What you need to do: In the entries below, count the lines that contain the word "stream" and give only that number.

[Saved entries]
========
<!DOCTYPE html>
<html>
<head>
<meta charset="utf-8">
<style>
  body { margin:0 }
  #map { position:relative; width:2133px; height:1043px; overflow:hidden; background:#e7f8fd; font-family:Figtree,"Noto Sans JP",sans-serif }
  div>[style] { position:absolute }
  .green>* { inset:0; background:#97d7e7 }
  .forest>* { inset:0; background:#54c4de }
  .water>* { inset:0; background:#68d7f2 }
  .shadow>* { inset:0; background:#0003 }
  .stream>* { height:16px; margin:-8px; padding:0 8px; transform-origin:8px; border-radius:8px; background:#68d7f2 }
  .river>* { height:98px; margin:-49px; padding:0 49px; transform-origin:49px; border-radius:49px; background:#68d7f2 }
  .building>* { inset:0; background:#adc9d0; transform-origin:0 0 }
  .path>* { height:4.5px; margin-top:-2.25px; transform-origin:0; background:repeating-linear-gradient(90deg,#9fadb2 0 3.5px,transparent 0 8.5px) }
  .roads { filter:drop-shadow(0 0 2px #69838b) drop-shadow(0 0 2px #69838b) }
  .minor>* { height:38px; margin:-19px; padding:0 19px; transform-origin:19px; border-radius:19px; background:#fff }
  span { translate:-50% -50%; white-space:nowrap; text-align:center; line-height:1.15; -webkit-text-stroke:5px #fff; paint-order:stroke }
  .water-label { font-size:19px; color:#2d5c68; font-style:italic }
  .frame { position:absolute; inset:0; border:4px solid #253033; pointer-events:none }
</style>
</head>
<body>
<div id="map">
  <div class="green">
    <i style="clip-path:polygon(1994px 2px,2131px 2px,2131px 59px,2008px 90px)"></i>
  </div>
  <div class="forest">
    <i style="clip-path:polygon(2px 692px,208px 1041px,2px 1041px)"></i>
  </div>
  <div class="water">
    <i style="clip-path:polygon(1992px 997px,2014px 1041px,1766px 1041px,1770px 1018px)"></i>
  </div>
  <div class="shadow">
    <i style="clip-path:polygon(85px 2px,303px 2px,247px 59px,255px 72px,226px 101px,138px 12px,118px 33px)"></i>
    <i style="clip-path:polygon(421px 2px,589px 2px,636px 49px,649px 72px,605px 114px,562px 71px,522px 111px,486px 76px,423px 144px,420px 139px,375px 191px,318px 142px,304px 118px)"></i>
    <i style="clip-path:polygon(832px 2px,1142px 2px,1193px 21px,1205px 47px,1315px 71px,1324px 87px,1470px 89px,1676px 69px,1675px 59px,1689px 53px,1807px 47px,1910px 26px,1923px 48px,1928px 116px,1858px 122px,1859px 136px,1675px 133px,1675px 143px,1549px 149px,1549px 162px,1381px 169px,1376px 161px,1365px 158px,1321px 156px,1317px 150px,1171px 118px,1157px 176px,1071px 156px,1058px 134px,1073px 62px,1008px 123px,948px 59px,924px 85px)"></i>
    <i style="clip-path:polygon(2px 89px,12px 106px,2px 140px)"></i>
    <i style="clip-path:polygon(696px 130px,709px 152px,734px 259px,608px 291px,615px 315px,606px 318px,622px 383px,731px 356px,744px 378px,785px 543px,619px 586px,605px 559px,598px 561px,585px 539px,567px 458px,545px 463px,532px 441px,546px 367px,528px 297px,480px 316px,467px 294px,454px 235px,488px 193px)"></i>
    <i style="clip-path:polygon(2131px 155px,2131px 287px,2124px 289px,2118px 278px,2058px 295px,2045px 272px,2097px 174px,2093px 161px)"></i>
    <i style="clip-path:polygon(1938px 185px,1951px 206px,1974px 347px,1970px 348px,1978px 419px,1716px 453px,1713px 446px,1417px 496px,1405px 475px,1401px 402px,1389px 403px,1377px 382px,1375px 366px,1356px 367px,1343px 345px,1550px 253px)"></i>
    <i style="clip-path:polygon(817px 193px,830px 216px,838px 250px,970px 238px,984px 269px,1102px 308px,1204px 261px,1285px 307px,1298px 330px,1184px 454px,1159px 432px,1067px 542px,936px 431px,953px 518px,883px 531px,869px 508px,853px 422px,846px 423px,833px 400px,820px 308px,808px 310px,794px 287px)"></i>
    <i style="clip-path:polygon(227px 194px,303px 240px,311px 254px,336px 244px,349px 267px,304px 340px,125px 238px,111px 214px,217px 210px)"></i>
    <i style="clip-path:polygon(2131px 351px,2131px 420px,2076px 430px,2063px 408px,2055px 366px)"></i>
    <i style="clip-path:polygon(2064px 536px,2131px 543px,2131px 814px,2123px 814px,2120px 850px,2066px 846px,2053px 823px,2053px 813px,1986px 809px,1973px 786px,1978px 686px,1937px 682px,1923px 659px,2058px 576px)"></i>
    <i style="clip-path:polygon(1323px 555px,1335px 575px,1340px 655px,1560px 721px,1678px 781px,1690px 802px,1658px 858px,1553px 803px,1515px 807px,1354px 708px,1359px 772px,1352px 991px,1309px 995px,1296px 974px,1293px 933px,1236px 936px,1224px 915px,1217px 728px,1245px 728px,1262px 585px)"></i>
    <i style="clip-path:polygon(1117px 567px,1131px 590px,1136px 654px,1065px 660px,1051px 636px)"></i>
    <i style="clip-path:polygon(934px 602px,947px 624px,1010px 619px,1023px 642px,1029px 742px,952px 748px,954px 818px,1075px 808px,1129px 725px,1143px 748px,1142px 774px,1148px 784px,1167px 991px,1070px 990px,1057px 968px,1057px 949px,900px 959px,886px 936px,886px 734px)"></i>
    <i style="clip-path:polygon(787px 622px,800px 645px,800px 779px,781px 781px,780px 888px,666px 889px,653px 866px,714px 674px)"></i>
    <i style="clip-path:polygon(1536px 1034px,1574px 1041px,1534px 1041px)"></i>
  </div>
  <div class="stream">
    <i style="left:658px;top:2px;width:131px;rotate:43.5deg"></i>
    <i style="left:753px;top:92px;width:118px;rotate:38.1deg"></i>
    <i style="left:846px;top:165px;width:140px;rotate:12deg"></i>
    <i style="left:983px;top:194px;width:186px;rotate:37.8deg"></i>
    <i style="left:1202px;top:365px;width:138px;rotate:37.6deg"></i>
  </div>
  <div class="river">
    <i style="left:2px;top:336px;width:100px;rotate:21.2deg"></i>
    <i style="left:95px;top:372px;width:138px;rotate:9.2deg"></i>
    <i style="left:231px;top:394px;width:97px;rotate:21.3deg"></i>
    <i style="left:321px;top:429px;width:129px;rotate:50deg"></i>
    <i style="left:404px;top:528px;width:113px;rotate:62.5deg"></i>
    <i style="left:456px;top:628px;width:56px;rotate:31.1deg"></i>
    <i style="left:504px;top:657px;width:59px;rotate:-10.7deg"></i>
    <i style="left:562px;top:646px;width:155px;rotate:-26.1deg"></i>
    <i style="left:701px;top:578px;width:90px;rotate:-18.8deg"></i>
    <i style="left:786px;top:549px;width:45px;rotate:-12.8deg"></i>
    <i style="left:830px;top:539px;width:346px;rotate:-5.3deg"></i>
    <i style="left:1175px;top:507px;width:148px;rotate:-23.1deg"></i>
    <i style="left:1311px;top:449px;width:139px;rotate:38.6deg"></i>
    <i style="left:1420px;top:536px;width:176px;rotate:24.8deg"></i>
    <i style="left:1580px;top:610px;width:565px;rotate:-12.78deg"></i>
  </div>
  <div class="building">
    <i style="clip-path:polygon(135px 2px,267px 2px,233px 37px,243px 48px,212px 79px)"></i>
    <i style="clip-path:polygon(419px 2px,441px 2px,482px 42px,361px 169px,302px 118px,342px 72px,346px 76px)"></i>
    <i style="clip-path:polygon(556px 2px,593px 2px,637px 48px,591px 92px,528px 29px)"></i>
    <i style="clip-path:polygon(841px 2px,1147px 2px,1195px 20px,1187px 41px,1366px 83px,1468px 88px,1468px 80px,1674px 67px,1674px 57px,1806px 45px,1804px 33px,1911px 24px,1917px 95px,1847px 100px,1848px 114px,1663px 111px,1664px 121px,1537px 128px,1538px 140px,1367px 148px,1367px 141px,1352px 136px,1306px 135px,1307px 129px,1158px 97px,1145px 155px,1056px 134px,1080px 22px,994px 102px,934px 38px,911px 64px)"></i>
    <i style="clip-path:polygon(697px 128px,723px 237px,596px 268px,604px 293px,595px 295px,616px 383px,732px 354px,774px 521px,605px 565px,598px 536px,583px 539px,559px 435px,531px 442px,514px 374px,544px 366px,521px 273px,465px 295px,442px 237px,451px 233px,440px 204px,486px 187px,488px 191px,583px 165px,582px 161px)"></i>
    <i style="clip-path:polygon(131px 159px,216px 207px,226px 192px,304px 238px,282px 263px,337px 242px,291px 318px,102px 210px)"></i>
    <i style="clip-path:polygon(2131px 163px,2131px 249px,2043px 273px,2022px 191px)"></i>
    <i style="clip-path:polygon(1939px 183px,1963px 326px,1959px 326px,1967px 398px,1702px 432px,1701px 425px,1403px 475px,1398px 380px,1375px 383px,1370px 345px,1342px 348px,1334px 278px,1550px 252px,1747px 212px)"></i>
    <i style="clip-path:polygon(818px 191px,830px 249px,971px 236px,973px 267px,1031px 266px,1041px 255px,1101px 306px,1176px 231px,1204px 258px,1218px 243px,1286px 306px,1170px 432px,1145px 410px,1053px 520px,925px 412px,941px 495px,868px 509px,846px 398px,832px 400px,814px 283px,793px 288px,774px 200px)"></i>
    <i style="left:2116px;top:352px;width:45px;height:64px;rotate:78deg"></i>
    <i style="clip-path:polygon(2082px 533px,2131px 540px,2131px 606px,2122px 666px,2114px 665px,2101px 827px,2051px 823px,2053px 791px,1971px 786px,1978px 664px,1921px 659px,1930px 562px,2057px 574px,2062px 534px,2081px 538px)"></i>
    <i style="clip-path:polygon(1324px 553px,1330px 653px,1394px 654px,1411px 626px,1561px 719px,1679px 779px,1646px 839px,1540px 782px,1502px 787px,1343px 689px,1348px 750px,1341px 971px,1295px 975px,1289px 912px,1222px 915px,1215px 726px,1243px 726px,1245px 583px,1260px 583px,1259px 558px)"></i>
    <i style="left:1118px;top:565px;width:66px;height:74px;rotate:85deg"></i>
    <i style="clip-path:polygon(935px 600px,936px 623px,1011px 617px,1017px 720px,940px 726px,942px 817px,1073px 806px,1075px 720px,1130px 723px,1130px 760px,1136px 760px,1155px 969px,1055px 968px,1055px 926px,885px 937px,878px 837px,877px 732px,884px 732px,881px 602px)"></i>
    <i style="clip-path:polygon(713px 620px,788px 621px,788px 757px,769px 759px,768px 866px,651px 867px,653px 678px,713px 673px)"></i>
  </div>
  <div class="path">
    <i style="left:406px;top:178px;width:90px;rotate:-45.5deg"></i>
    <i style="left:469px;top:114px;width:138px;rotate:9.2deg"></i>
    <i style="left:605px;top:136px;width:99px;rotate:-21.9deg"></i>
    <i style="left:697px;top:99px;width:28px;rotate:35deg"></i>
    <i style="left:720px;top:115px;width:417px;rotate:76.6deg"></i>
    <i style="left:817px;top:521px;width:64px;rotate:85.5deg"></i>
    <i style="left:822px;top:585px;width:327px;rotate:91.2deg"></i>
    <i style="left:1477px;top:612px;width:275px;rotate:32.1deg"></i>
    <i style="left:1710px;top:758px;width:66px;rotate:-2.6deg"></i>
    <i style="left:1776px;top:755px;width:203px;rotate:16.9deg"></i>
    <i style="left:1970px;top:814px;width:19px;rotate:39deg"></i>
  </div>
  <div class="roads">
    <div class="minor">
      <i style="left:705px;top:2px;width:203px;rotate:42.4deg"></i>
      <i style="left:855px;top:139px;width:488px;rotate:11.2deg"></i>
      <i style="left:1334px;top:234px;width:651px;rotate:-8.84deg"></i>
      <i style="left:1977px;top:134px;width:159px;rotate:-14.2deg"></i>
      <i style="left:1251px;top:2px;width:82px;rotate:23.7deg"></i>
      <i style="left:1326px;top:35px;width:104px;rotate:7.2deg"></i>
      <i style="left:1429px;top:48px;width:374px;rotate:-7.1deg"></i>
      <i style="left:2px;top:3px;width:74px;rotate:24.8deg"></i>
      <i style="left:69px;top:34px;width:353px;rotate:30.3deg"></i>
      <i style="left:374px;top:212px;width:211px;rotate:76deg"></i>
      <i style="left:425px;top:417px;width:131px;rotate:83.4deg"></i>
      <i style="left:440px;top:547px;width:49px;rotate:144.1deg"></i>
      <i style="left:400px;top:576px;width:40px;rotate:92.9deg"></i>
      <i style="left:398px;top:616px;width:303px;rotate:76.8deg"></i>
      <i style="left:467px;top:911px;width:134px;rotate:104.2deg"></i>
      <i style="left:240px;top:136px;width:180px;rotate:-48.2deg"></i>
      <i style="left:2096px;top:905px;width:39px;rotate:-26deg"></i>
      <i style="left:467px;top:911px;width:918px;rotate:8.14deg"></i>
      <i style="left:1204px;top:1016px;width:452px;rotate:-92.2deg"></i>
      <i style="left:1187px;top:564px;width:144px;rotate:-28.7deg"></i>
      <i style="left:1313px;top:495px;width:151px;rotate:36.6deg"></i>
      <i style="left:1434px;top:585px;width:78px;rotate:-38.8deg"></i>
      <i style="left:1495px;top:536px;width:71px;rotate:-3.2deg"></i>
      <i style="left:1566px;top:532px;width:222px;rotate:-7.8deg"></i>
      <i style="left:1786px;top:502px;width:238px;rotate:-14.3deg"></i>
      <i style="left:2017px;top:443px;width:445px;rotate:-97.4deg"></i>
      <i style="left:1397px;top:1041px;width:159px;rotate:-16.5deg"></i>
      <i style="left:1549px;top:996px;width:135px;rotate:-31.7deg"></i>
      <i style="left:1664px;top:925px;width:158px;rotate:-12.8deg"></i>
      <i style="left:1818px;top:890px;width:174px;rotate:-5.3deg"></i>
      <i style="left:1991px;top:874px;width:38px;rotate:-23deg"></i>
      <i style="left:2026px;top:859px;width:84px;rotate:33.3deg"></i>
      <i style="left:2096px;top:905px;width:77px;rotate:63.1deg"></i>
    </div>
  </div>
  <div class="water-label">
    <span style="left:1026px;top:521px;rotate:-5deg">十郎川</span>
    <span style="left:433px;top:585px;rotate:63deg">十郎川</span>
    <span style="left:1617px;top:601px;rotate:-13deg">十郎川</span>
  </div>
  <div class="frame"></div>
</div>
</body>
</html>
========
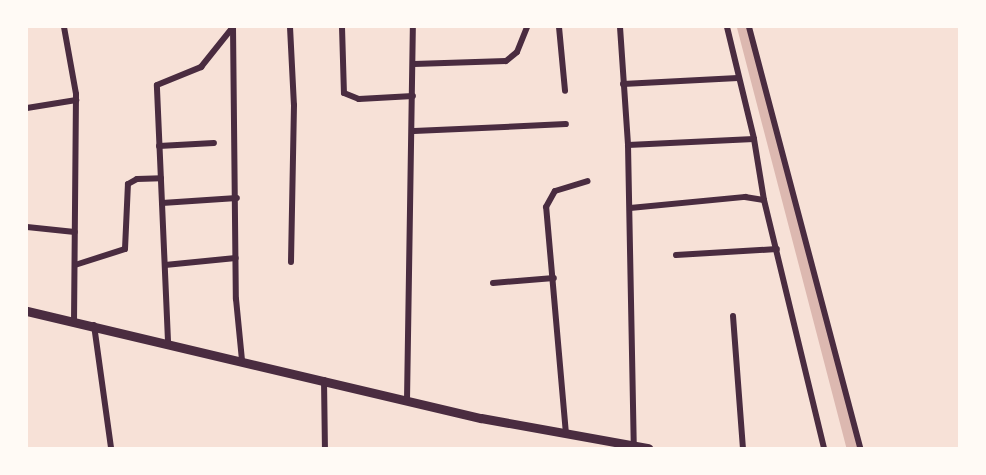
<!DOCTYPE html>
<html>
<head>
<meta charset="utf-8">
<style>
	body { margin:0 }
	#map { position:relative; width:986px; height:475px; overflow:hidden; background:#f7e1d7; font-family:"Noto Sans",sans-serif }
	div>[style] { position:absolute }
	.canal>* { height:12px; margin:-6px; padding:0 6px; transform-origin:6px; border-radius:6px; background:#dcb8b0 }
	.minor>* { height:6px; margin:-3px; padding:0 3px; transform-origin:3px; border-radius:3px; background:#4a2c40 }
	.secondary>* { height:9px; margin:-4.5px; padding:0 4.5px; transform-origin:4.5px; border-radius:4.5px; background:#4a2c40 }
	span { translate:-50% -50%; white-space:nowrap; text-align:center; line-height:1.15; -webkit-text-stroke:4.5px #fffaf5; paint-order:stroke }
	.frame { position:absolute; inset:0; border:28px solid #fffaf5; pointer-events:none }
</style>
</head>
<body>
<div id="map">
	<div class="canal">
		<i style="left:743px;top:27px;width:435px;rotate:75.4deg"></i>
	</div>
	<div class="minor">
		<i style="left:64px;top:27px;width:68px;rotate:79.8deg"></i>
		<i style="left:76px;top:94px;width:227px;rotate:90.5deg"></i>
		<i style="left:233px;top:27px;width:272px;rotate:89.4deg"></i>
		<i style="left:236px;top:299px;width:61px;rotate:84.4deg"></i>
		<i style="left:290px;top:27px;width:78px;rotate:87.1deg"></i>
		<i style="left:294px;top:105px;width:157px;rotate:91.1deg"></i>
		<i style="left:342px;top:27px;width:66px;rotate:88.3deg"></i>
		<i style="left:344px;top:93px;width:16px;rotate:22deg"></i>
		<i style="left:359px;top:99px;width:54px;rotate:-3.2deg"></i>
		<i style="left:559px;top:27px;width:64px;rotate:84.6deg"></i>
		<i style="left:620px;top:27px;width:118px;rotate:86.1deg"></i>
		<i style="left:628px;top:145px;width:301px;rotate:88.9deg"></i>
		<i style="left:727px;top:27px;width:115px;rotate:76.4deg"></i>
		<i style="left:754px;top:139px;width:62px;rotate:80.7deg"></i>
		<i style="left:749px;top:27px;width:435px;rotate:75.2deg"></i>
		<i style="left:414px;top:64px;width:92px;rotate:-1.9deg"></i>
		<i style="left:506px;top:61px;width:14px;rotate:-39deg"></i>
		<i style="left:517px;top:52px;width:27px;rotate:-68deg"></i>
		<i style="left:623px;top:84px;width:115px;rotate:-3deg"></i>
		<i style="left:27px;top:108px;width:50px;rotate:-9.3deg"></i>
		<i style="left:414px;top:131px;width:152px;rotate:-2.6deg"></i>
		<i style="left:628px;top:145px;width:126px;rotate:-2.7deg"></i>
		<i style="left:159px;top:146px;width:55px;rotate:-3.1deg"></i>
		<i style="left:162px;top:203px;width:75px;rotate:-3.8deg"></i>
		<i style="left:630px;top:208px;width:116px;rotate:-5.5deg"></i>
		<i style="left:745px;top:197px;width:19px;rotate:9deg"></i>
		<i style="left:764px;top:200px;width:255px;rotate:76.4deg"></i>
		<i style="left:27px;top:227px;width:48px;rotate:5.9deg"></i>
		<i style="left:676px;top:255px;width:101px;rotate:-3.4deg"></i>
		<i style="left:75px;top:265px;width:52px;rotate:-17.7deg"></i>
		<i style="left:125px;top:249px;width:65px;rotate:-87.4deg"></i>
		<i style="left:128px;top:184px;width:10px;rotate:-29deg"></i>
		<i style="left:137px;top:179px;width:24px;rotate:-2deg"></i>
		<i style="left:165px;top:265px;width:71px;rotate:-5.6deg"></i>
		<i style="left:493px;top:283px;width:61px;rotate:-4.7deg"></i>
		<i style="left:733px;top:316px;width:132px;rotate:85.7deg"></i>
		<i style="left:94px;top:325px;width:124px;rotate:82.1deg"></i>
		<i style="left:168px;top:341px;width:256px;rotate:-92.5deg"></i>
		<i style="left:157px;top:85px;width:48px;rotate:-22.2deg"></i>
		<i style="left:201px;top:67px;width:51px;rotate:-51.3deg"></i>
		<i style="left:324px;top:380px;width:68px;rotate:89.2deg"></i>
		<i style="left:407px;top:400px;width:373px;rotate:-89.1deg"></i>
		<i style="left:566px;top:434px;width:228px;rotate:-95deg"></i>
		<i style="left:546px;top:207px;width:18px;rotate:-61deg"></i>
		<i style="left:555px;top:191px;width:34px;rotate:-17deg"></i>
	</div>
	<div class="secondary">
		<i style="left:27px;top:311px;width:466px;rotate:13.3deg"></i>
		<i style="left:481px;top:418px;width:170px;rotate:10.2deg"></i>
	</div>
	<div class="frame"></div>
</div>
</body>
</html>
========
Response box: 2